One Trade To Rule Them All

Among the 12,461 noteworthy things I was reminded of when undertaking our final review of Roubo on Furniture Making this week, in preparation for its release later this autumn from Lost Art Press:

It would be easy to convince oneself of what I am advancing here, if one wishes to note that the Art of Joinery is, without question, the most extensive of the mechanical Arts, for both the different types of Joinery and the multitude of works belonging to each type of Joinery, which requires a quantity of knowledge distinct one from the other. Such that the Art of Joinery can and should even be regarded as six Arts under the same name, but all different from each other. Namely, the Art of Building Carpentry, which is quite considerable, the Art of Carriage Woodworking; the Art of Furniture Making, which is separated in two distinct classes one from the other, the Art of Cabinetry, which embraces not only the knowledge of choice and use of wood, but also that of different metals and other substances both mineral and vegetable, and the use even of turning and filing; the Art of Trelliswork or Garden Woodworking, which is still another class apart, without counting the Art of Drawing, necessary for various sorts of Joinery, the detail of which has been made the object of more than half of the second Part of this Work.
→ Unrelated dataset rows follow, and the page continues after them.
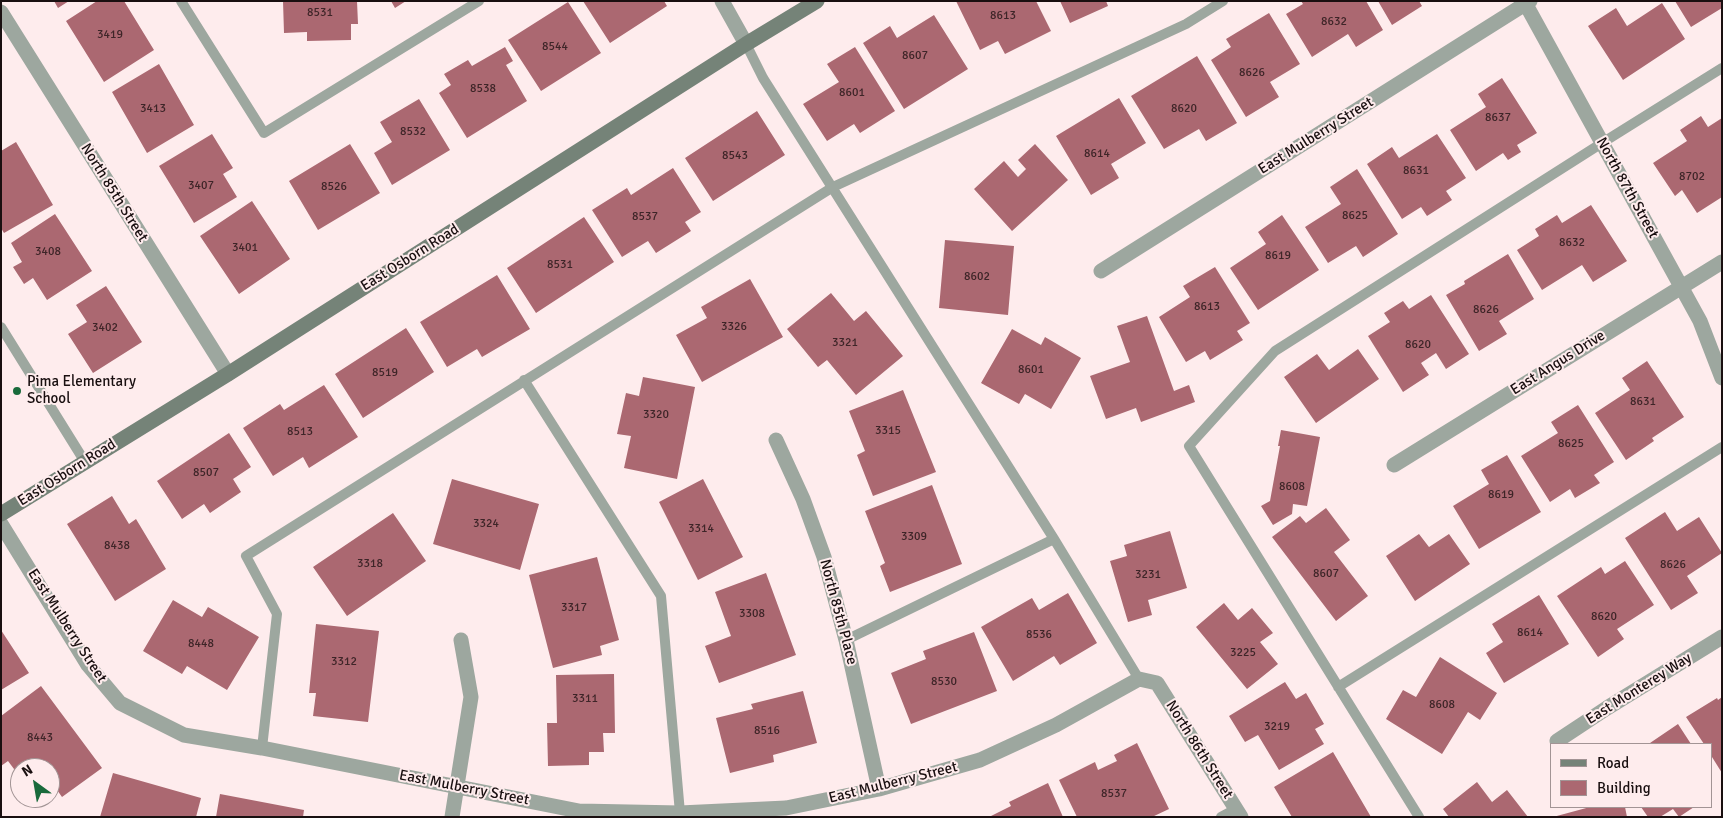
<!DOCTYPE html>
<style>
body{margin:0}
#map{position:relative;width:1723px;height:818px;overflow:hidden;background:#feeced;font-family:Signika,sans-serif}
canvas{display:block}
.frame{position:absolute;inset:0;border:2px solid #190f10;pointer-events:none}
.legend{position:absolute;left:1550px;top:743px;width:162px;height:65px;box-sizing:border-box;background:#feeced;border:1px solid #a29495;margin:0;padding:6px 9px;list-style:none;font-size:15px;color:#190f10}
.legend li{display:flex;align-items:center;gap:10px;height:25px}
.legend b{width:25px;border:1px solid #a29495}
.north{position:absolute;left:10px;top:758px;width:50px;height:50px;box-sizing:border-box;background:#feeced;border:1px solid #a29495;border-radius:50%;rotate:328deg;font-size:14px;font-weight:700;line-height:20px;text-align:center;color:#190f10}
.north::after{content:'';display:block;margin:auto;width:18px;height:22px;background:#196a3b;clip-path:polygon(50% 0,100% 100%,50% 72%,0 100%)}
</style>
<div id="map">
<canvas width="1723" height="818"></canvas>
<div class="frame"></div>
<ul class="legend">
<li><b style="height:6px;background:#758378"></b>Road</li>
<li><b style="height:14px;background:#ab6871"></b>Building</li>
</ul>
<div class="north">N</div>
</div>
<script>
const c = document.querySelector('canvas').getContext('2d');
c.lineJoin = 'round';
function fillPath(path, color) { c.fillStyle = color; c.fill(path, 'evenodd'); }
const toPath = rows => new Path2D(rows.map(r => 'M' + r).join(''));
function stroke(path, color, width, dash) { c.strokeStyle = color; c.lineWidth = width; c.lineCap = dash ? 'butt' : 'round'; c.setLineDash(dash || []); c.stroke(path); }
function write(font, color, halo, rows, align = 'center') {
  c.font = font + ' Signika,sans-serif'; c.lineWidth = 4; c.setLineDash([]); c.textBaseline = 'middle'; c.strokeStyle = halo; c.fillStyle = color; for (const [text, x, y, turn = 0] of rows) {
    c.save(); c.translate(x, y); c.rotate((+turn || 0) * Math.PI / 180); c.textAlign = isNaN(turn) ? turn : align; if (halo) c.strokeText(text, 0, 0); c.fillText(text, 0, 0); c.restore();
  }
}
const building = toPath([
 [54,1,69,1,58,8],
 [97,1,124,1,154,50,104,82,66,21],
 [283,1,357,1,358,24,351,24,351,40,307,41,307,32,284,33],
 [391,1,406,1,395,8],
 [583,1,664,1,667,6,610,43],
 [956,1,1036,1,1051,31,1005,54,998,41,980,50],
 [1060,1,1106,1,1108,6,1070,23],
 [1301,1,1366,1,1383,30,1356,47,1348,34,1312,57,1286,14,1303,4],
 [1378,1,1419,1,1422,6,1392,25],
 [1675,1,1722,1,1722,8,1691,27],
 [568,2,601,53,541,91,508,40],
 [1662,3,1685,39,1623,80,1588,26,1616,8,1627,26],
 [1269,13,1300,64,1270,82,1279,97,1246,117,1211,60,1231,47,1226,39],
 [934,15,968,69,904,109,863,43,890,26,897,38],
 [505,47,513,61,506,65,527,101,467,138,439,93,451,85,444,74,468,60,472,66],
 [855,47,895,111,860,133,854,124,827,141,803,104,839,82,827,64],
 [1197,56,1237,123,1206,141,1199,129,1164,149,1131,96],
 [159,64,194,125,147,153,112,92],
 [1502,78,1537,133,1517,145,1521,152,1508,160,1503,153,1476,171,1450,130,1486,107,1478,94],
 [1119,98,1146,143,1111,164,1119,178,1091,195,1056,136],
 [419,99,450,150,392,185,374,153,392,142,380,122],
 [757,111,785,155,713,201,685,158],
 [1701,116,1708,127,1722,118,1722,197,1697,213,1682,190,1675,196,1653,163,1687,141,1680,130],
 [212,134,233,168,223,174,237,197,194,223,159,166],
 [1437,134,1466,178,1446,191,1452,200,1427,216,1421,207,1402,219,1367,164,1392,147,1399,158],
 [16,142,53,205,4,233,1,228,1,151],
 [350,144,380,193,318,230,289,181],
 [1035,144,1068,180,1012,231,974,189,1004,161,1018,177,1026,169,1018,160],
 [673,168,701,212,685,222,691,231,656,253,648,241,622,257,592,210,627,188,631,195],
 [1357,169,1398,234,1363,257,1356,246,1328,263,1305,227,1341,204,1330,187],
 [252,201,290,259,239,294,200,236],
 [1591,205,1627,261,1593,282,1582,265,1542,290,1517,250,1539,236,1535,229,1557,215,1562,223],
 [55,214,92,271,47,300,33,278,24,284,13,267,22,262,11,243],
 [1282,215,1319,270,1258,310,1230,268,1266,244,1258,232],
 [584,217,614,262,536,313,507,268],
 [945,240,1014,246,1008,315,939,308],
 [1508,254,1534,299,1499,321,1507,334,1479,351,1446,295,1465,284,1464,281],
 [1215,267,1250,323,1237,331,1243,340,1210,360,1205,351,1186,362,1159,317,1190,297,1183,286],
 [497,275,530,329,482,357,477,349,447,367,420,322],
 [750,279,783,337,702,382,676,335,707,318,701,307],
 [106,286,142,342,93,373,68,334,87,322,76,305],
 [831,293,854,321,866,311,903,356,856,395,827,360,818,367,787,329],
 [1431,295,1469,354,1446,369,1436,353,1421,363,1429,375,1403,392,1368,336,1390,322,1384,313,1403,301,1409,309],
 [1147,316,1174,391,1189,385,1195,402,1141,422,1136,408,1106,419,1090,376,1130,362,1117,326],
 [406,328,434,372,363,418,335,374],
 [1012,329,1041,345,1045,337,1081,358,1051,409,1025,394,1019,404,981,383],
 [1358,349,1379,379,1316,423,1284,377,1317,354,1329,370],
 [1647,361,1684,417,1652,438,1654,441,1626,460,1595,413,1630,390,1622,378],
 [643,377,695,387,677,479,624,468,631,436,617,434,626,393,639,396],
 [324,385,358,437,309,468,303,457,273,476,243,428,280,404,284,410],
 [903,390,936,472,873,496,857,455,865,451,849,411],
 [1578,405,1614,462,1594,475,1600,483,1575,498,1570,489,1550,502,1521,456,1558,433,1551,422],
 [1281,430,1320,437,1307,506,1293,504,1292,514,1273,525,1261,506,1270,501,1280,446,1278,446],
 [229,433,251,467,233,479,241,492,210,513,204,504,182,519,157,481],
 [1507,455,1541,512,1479,549,1453,506,1489,484,1481,470],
 [452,479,539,504,520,570,433,544],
 [703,479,743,557,698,580,659,502],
 [932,485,962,564,890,592,880,566,885,563,865,511],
 [112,496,129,524,136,519,166,569,115,601,67,524],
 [1326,508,1350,540,1334,552,1368,596,1336,621,1272,537,1300,516,1306,523],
 [1665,512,1677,531,1699,517,1722,553,1687,576,1698,593,1671,610,1625,538],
 [393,513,426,561,347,616,313,567],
 [1170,531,1187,588,1148,600,1152,615,1128,622,1110,561,1127,556,1124,545],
 [1419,534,1429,547,1449,534,1470,564,1415,601,1386,556],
 [597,557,619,640,600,646,602,655,553,668,529,575],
 [1625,561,1654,605,1617,629,1624,639,1598,657,1557,596,1601,567,1605,574],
 [766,573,796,655,719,683,705,646,731,636,715,592],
 [1068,593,1097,643,1060,665,1054,656,1013,681,981,627,1032,598,1039,610],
 [1539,595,1569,644,1504,683,1486,653,1503,642,1492,624],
 [173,600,202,617,208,607,259,637,227,690,187,666,182,674,143,651],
 [1224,603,1238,620,1252,608,1273,633,1260,642,1278,664,1247,689,1196,627],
 [316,624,379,631,368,722,313,716,316,693,309,693],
 [1,630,29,673,1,690],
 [974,632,997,691,911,724,891,673,926,659,923,651],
 [1440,657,1497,693,1480,720,1468,712,1442,754,1386,719,1403,690,1416,697],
 [614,674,615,733,603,733,604,752,589,752,589,765,548,766,547,723,557,723,556,675],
 [1285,682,1296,699,1306,693,1324,724,1315,729,1324,744,1279,770,1258,735,1245,742,1229,716],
 [41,686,102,768,62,797,50,780,50,768,20,768,20,777,8,761,1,766,1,716],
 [803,691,817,743,773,755,774,762,730,773,716,718,753,709,751,704],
 [1722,697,1722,773,1712,757,1712,744,1704,744,1686,717,1717,698,1718,700],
 [1678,724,1691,744,1651,744,1650,743],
 [1137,743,1169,809,1152,817,1077,817,1059,780,1095,762,1098,770,1117,761,1114,755],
 [1333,752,1371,817,1292,817,1274,787],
 [113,773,201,798,196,817,100,817],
 [1477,782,1492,802,1507,790,1528,817,1449,817,1443,809],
 [1048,783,1063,817,989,817,1011,806,1009,802],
 [220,794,304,810,303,817,216,817],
 [1590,807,1625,807,1627,817,1553,817],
 [1641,807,1694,807,1679,817,1673,809,1660,817,1648,817]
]);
const lane = toPath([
 [181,1,264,133,479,1],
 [746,44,763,78,1054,539,1139,679],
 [1,327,85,462],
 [524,380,661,596,680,813],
 [846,640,1054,539],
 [1338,687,1722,447],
 [262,748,277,614,246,556,833,187,1186,24,1223,1],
 [1221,817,1236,809],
 [1419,817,1189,446,1275,351,1602,143,1722,68]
]);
const street = toPath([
 [722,1,746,44],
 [1524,1,1700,321,1722,378],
 [1,12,228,374],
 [1101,271,1530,1],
 [776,440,803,499,824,557,846,640,879,789],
 [1394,465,1722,262],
 [1,524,88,665,120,703,184,735,262,748,579,811,680,813,786,808,879,789,980,760,1056,725,1139,679,1157,683,1241,817],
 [1557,741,1607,708,1722,637],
 [452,817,471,697,461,640]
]);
const secondary = toPath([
 [1,514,228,374,746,44,817,1]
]);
const markers = [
 [17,391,5,"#196a3b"]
];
const numberNames = [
 ["8531",320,13],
 ["8613",1003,16],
 ["8632",1334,22],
 ["3419",110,35],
 ["8544",555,47],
 ["8607",915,56],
 ["8626",1252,73],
 ["8538",483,89],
 ["8601",852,93],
 ["3413",153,109],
 ["8620",1184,109],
 ["8637",1498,118],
 ["8532",413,132],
 ["8614",1097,154],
 ["8543",735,156],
 ["8631",1416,171],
 ["8702",1692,177],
 ["3407",201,186],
 ["8526",334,187],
 ["8625",1355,216],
 ["8537",645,217],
 ["8632",1572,243],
 ["3401",245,248],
 ["3408",48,252],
 ["8619",1278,256],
 ["8531",560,265],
 ["8602",977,277],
 ["8613",1207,307],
 ["8626",1486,310],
 ["3326",734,327],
 ["3402",105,328],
 ["3321",845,343],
 ["8620",1418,345],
 ["8601",1031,370],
 ["8519",385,373],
 ["8631",1643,402],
 ["3320",656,415],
 ["3315",888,431],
 ["8513",300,432],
 ["8625",1571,444],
 ["8507",206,473],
 ["8608",1292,487],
 ["8619",1501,495],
 ["3324",486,524],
 ["3314",701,529],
 ["3309",914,537],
 ["8438",117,546],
 ["3318",370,564],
 ["8626",1673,565],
 ["8607",1326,574],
 ["3231",1148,575],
 ["3317",574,608],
 ["3308",752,614],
 ["8620",1604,617],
 ["8614",1530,633],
 ["8536",1039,635],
 ["8448",201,644],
 ["3225",1243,653],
 ["3312",344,662],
 ["8530",944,682],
 ["3311",585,699],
 ["8608",1442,705],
 ["3219",1277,727],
 ["8516",767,731],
 ["8443",40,738],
 ["8537",1114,794]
];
const streetNames = [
 ["East Mulberry Street",1316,136,-32],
 ["North 87th Street",1627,188,61],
 ["North 85th Street",114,193,58],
 ["East Osborn Road",410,258,-32],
 ["East Angus Drive",1558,363,-32],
 ["East Osborn Road",67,473,-32],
 ["North 85th Place",838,612,75],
 ["East Mulberry Street",67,626,57],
 ["East Monterey Way",1639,689,-32],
 ["North 86th Street",1199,750,58],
 ["East Mulberry Street",893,783,-14],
 ["East Mulberry Street",464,788,11]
];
const poiNames = [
 ["Pima Elementary",27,382],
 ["School",27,399]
];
fillPath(building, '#ab6871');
stroke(lane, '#9da79f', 10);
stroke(street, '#9da79f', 15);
stroke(secondary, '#758378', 15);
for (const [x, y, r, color] of markers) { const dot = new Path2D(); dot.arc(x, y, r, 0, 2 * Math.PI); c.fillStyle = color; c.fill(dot); stroke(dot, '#feeced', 2); }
write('12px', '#3e2528', null, numberNames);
write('15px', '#190f10', '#feeced', streetNames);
write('15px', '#190f10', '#feeced', poiNames, 'left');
</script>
This observation is altogether natural – it is the only Art that, under the same name, [that] has rapport with [connection to] so many different objects. With the exception of Carpentry, the Art of Joinery embraces all which has to do with the use of wood, instead of those Arts that have for its object the use of metals, taking different names, although using the same material. Because, without speaking of the use of Mines and iron Forges, the Workers which use this metal, are known under different names, like the Blacksmiths of two types, the Locksmiths also of two types, the Maker of Edge-Tools, the Tinsmiths, the Cutlers, the Nailsmiths, and even the Clockmakers, those who make mathematical Instruments, and a number of others who do completely separate Arts, distinct one from the others. Their their description, if they be united in a single and same Art, would contain more than 10 to 12 volumes, assuming that they are treated according to the intentions of the Royal Academy of Sciences, that is to say, with the precision and all the appropriate extent for each of them.

 

J.A. Roubo, l’Art du Menuisier, page 760 footnote.